In the event, all went well. The campaign was a success, and led to the first of a sequence of peer-reviewed journal articles 3 on a new family of "how to blow up a star for fun and profit"-type models, not worth belaboring here. Pretty soon, I was pressed into service running a simulation campaign on Seaborg, a respectable-sized supercomputer at Lawrence Berkeley Lab's NERSC. The nervousness that I had experienced while witnessing the Up campaign led me to take a couple of weeks to first construct a set of Bash scripts that allowed me to audit my stuff: to keep track of code versions and local changes that were actually run using the version control system (Subversion), to keep a written record of why a new start and its subsequent chain of restarts had come into being (what was I testing?), to automatically find the right previous checkpoint to restart from, to keep track of logs correctly, to keep track of simulation health plots, to keep track of the stupefying amount of data that had be archived, to keep related things (such as input files, logs, plots, and analyses corresponding to the exploration of a single scientific question) together where I could find them and interpret them quickly and easily.
I was pretty proud of myself: I had re-invented the lab notebook!
Lab notebooks and lab managers (or, how not to get yourself fired from most scientific labs)

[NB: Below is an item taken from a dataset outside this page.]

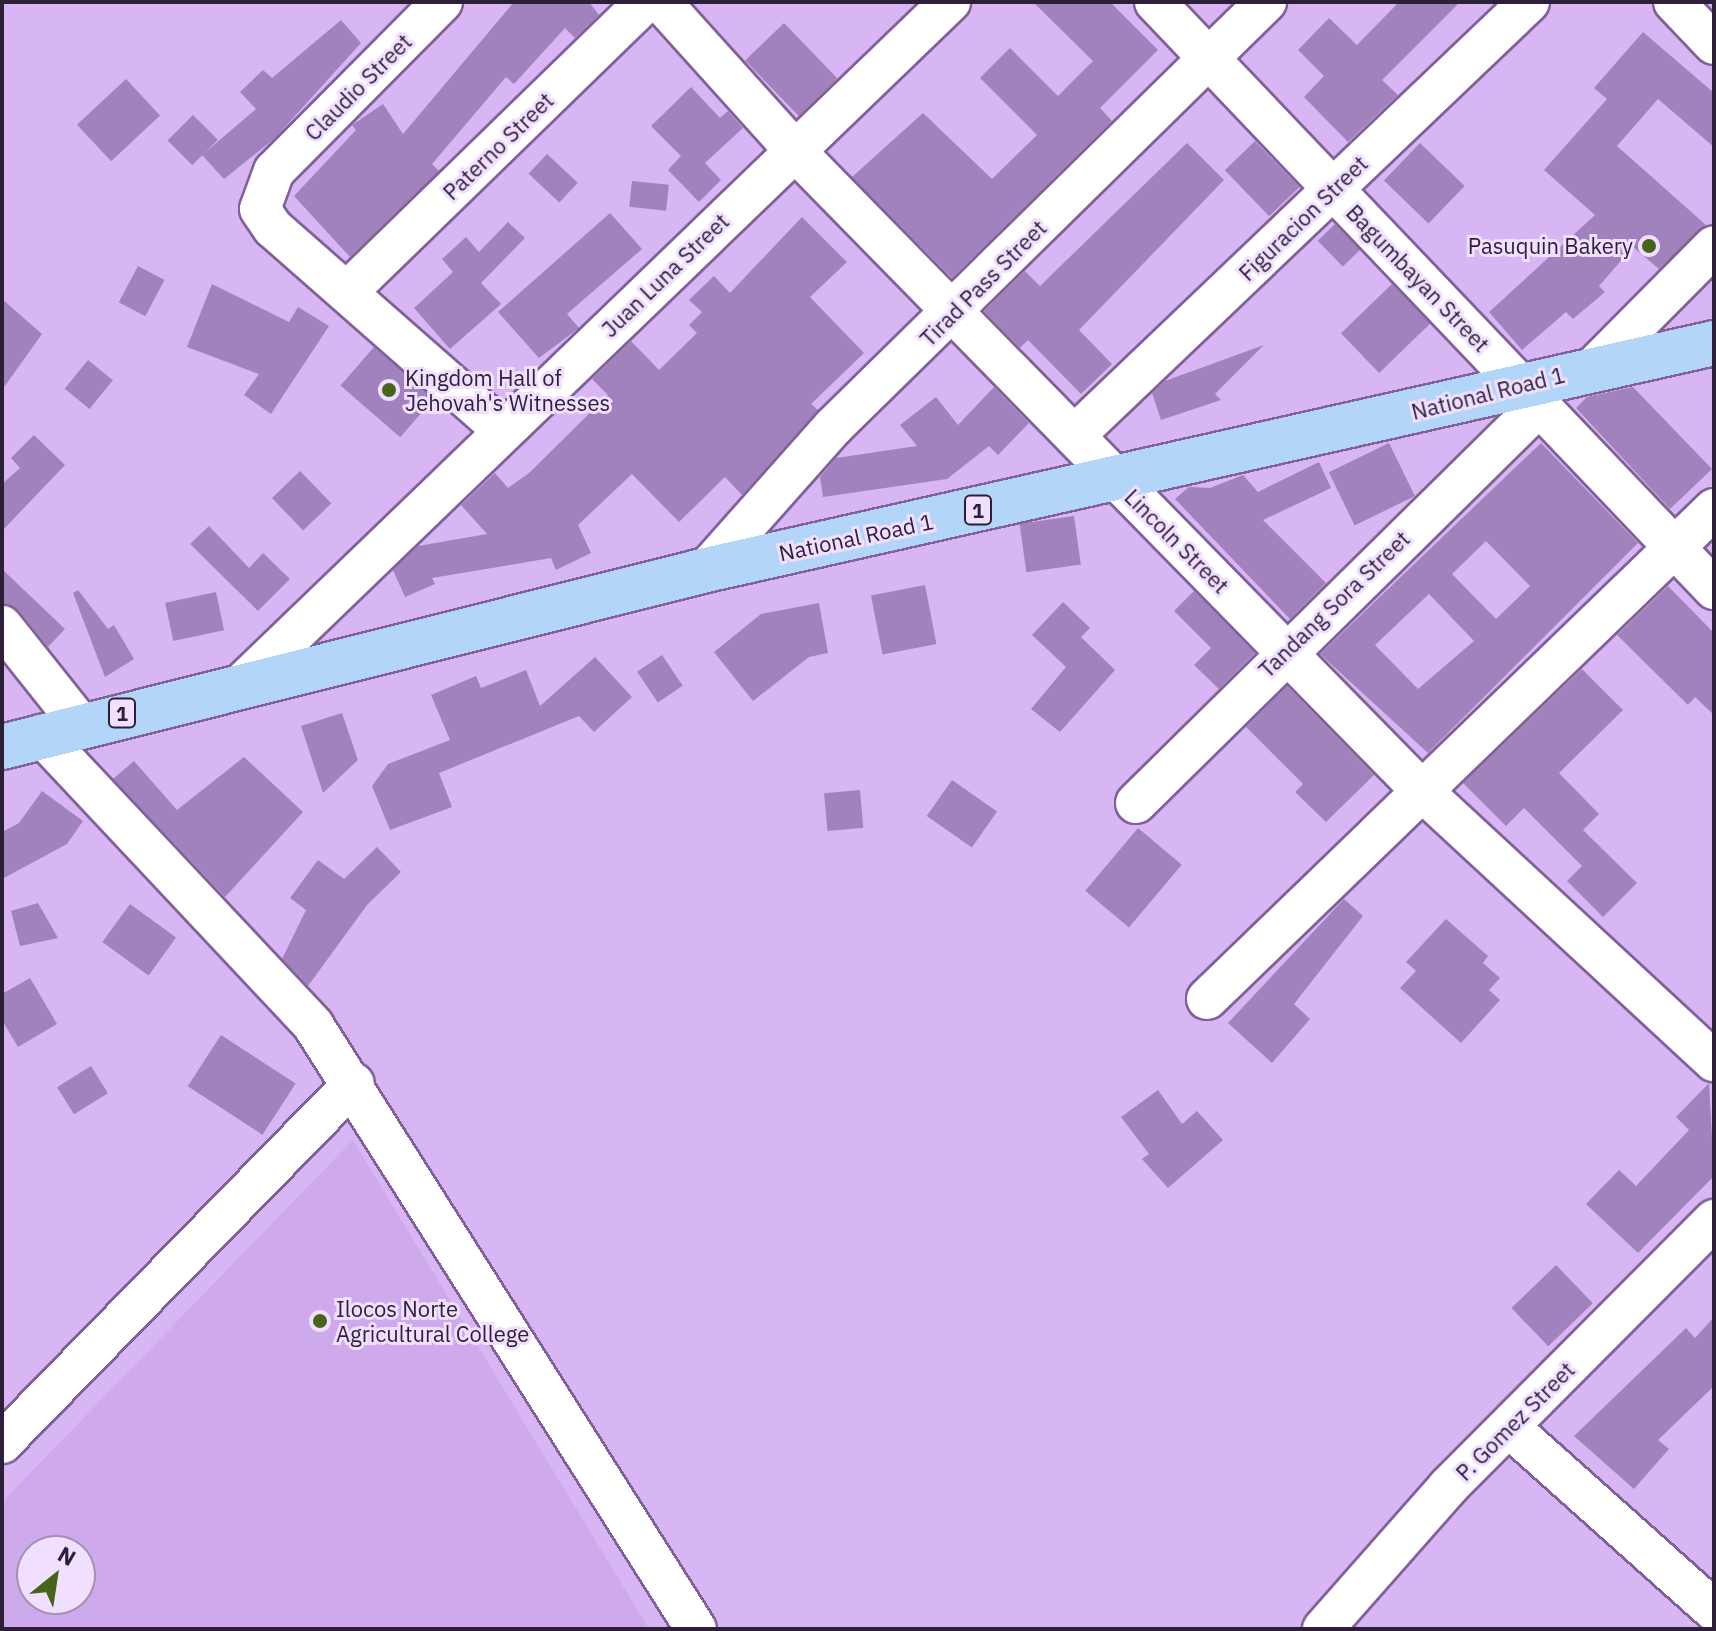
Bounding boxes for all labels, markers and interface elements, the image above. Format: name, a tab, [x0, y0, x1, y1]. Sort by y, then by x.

Lab notebooks are a pretty ancient and standard practice in science. Individual scientists have been using them forever to record their findings (Leonardo Da Vinci's are a famous example). Laboratory collaborations insist on proper lab notebooks, drilling fledgling scientists from their earliest days in graduate school on recording procedures as a key part of their professional preparation. The standard is pretty exacting: in Writing the Laboratory Notebook, Howard Kanare states that the quality criterion for a recorded note in a lab notebook is "...to write with enough detail and clarity that another scientist could pick up the notebook at some time in the future, repeat the work based on the written descriptions, and make the same observations that were originally recorded. If this guideline is followed, even the original author will be able to understand the notes when looking back on them after considerable time has passed!"4
A lab bench worker can literally be fired on the spot for mishandling lab notebook records. Indeed, most labs over a certain size hire a personage by the title of lab manager, who enforces lab notebook protocols, among other duties. That is, there is management structure for enforcement of the protocols, which signals how seriously the protocols are taken by lab management. There are several reasons for this seriousness, such as the establishment of scientific priority (particularly where patent rights might be at stake) and the prevention (or at least detection) of scientific misconduct. However, the reason that is of paramount concern here is what I like to call the "hit-by-a-bus" problem: If a lab scientist is hit by a bus, is that person's effort lost? Less facetiously, every lab makes very large investments in the time and effort of every lab scientist. It is perfectly reasonable to expect that when a scientist leaves for another job (even sitting comfortably in a bus, rather than under it), there should be left behind a valid record of the output of that investment, so that a successor can pick up where she or he left off. That's precisely what Kanare's guideline is intended to accomplish. Moreover, the second part of Kanare's observation ("...even the original author...") is very much on the mark for those of you who, like me, often feel like early-onset Alzheimer's sufferers who cannot remember by Tuesday what you were thinking or doing last Friday.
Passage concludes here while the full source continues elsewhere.